- [What the task requires] Below is a set of records. Please retype every one exactly.

- [Records]
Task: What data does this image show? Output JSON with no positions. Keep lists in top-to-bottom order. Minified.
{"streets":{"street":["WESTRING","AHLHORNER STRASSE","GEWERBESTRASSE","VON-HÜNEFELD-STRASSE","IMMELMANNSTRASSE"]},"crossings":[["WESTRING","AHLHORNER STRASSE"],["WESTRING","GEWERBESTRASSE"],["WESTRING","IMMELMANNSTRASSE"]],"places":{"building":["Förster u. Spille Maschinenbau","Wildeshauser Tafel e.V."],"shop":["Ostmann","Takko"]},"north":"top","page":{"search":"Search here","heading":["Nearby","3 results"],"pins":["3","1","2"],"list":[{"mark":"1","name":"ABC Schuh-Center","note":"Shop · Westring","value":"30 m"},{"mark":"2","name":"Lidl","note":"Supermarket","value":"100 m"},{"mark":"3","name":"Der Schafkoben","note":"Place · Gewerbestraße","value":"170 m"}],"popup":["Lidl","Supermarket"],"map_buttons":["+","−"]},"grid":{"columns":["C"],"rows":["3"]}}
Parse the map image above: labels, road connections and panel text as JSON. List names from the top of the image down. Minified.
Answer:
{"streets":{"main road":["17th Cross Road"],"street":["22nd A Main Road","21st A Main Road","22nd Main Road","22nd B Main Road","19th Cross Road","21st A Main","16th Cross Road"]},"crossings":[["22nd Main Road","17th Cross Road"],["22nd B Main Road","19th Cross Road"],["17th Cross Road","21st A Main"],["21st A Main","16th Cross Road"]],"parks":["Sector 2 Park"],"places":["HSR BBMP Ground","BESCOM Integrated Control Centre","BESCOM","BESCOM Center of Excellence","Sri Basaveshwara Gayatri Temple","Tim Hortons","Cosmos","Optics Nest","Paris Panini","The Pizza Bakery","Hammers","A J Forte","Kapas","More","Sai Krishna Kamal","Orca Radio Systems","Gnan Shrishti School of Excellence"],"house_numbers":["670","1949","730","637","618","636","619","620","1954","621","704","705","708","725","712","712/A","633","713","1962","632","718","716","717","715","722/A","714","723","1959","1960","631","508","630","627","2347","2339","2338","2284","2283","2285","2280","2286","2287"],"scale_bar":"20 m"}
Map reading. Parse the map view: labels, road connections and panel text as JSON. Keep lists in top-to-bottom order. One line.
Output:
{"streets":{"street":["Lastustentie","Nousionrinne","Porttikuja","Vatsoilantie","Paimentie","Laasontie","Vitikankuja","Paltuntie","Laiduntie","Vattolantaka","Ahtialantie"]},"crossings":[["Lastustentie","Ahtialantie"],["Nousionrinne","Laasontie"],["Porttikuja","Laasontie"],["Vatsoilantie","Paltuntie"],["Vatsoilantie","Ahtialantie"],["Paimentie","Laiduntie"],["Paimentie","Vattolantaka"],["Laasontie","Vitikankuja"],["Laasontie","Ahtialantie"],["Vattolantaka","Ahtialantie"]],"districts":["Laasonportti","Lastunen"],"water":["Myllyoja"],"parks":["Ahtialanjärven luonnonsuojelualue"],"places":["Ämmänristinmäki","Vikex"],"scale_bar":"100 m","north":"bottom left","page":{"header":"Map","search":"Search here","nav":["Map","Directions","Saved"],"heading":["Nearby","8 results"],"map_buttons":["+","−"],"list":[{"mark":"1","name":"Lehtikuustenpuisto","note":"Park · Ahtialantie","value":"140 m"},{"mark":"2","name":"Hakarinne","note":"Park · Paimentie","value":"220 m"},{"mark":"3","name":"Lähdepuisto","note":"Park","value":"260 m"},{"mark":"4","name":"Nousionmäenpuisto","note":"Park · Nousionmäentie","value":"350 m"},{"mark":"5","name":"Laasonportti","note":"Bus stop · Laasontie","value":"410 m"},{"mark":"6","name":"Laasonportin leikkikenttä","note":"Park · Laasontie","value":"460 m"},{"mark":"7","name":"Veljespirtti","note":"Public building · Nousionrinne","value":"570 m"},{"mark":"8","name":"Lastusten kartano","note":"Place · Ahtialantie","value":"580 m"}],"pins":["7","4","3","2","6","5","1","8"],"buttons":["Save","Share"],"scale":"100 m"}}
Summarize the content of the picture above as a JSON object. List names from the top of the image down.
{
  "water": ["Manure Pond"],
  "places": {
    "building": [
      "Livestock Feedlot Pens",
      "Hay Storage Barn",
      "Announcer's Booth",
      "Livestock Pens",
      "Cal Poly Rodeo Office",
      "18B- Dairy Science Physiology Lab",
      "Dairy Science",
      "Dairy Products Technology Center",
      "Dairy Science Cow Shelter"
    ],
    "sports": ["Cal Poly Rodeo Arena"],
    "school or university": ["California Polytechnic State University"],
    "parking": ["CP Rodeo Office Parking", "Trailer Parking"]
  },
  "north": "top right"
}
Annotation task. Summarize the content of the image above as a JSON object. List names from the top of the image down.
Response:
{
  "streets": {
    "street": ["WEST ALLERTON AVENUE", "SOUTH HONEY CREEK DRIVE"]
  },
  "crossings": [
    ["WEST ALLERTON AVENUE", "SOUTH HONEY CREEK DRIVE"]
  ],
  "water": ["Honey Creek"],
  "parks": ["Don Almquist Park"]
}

- [Output for this task]
Task: What data does this image show? Output JSON with no positions. Keep lists in top-to-bottom order. Minified.
{"streets":{"street":["WESTRING","AHLHORNER STRASSE","GEWERBESTRASSE","VON-HÜNEFELD-STRASSE","IMMELMANNSTRASSE"]},"crossings":[["WESTRING","AHLHORNER STRASSE"],["WESTRING","GEWERBESTRASSE"],["WESTRING","IMMELMANNSTRASSE"]],"places":{"building":["Förster u. Spille Maschinenbau","Wildeshauser Tafel e.V."],"shop":["Ostmann","Takko"]},"north":"top","page":{"search":"Search here","heading":["Nearby","3 results"],"pins":["3","1","2"],"list":[{"mark":"1","name":"ABC Schuh-Center","note":"Shop · Westring","value":"30 m"},{"mark":"2","name":"Lidl","note":"Supermarket","value":"100 m"},{"mark":"3","name":"Der Schafkoben","note":"Place · Gewerbestraße","value":"170 m"}],"popup":["Lidl","Supermarket"],"map_buttons":["+","−"]},"grid":{"columns":["C"],"rows":["3"]}}
Parse the map image above: labels, road connections and panel text as JSON. List names from the top of the image down. Minified.
Answer:
{"streets":{"main road":["17th Cross Road"],"street":["22nd A Main Road","21st A Main Road","22nd Main Road","22nd B Main Road","19th Cross Road","21st A Main","16th Cross Road"]},"crossings":[["22nd Main Road","17th Cross Road"],["22nd B Main Road","19th Cross Road"],["17th Cross Road","21st A Main"],["21st A Main","16th Cross Road"]],"parks":["Sector 2 Park"],"places":["HSR BBMP Ground","BESCOM Integrated Control Centre","BESCOM","BESCOM Center of Excellence","Sri Basaveshwara Gayatri Temple","Tim Hortons","Cosmos","Optics Nest","Paris Panini","The Pizza Bakery","Hammers","A J Forte","Kapas","More","Sai Krishna Kamal","Orca Radio Systems","Gnan Shrishti School of Excellence"],"house_numbers":["670","1949","730","637","618","636","619","620","1954","621","704","705","708","725","712","712/A","633","713","1962","632","718","716","717","715","722/A","714","723","1959","1960","631","508","630","627","2347","2339","2338","2284","2283","2285","2280","2286","2287"],"scale_bar":"20 m"}
Map reading. Parse the map view: labels, road connections and panel text as JSON. Keep lists in top-to-bottom order. One line.
Output:
{"streets":{"street":["Lastustentie","Nousionrinne","Porttikuja","Vatsoilantie","Paimentie","Laasontie","Vitikankuja","Paltuntie","Laiduntie","Vattolantaka","Ahtialantie"]},"crossings":[["Lastustentie","Ahtialantie"],["Nousionrinne","Laasontie"],["Porttikuja","Laasontie"],["Vatsoilantie","Paltuntie"],["Vatsoilantie","Ahtialantie"],["Paimentie","Laiduntie"],["Paimentie","Vattolantaka"],["Laasontie","Vitikankuja"],["Laasontie","Ahtialantie"],["Vattolantaka","Ahtialantie"]],"districts":["Laasonportti","Lastunen"],"water":["Myllyoja"],"parks":["Ahtialanjärven luonnonsuojelualue"],"places":["Ämmänristinmäki","Vikex"],"scale_bar":"100 m","north":"bottom left","page":{"header":"Map","search":"Search here","nav":["Map","Directions","Saved"],"heading":["Nearby","8 results"],"map_buttons":["+","−"],"list":[{"mark":"1","name":"Lehtikuustenpuisto","note":"Park · Ahtialantie","value":"140 m"},{"mark":"2","name":"Hakarinne","note":"Park · Paimentie","value":"220 m"},{"mark":"3","name":"Lähdepuisto","note":"Park","value":"260 m"},{"mark":"4","name":"Nousionmäenpuisto","note":"Park · Nousionmäentie","value":"350 m"},{"mark":"5","name":"Laasonportti","note":"Bus stop · Laasontie","value":"410 m"},{"mark":"6","name":"Laasonportin leikkikenttä","note":"Park · Laasontie","value":"460 m"},{"mark":"7","name":"Veljespirtti","note":"Public building · Nousionrinne","value":"570 m"},{"mark":"8","name":"Lastusten kartano","note":"Place · Ahtialantie","value":"580 m"}],"pins":["7","4","3","2","6","5","1","8"],"buttons":["Save","Share"],"scale":"100 m"}}
Summarize the content of the picture above as a JSON object. List names from the top of the image down.
{
  "water": ["Manure Pond"],
  "places": {
    "building": [
      "Livestock Feedlot Pens",
      "Hay Storage Barn",
      "Announcer's Booth",
      "Livestock Pens",
      "Cal Poly Rodeo Office",
      "18B- Dairy Science Physiology Lab",
      "Dairy Science",
      "Dairy Products Technology Center",
      "Dairy Science Cow Shelter"
    ],
    "sports": ["Cal Poly Rodeo Arena"],
    "school or university": ["California Polytechnic State University"],
    "parking": ["CP Rodeo Office Parking", "Trailer Parking"]
  },
  "north": "top right"
}
Annotation task. Summarize the content of the image above as a JSON object. List names from the top of the image down.
Response:
{
  "streets": {
    "street": ["WEST ALLERTON AVENUE", "SOUTH HONEY CREEK DRIVE"]
  },
  "crossings": [
    ["WEST ALLERTON AVENUE", "SOUTH HONEY CREEK DRIVE"]
  ],
  "water": ["Honey Creek"],
  "parks": ["Don Almquist Park"]
}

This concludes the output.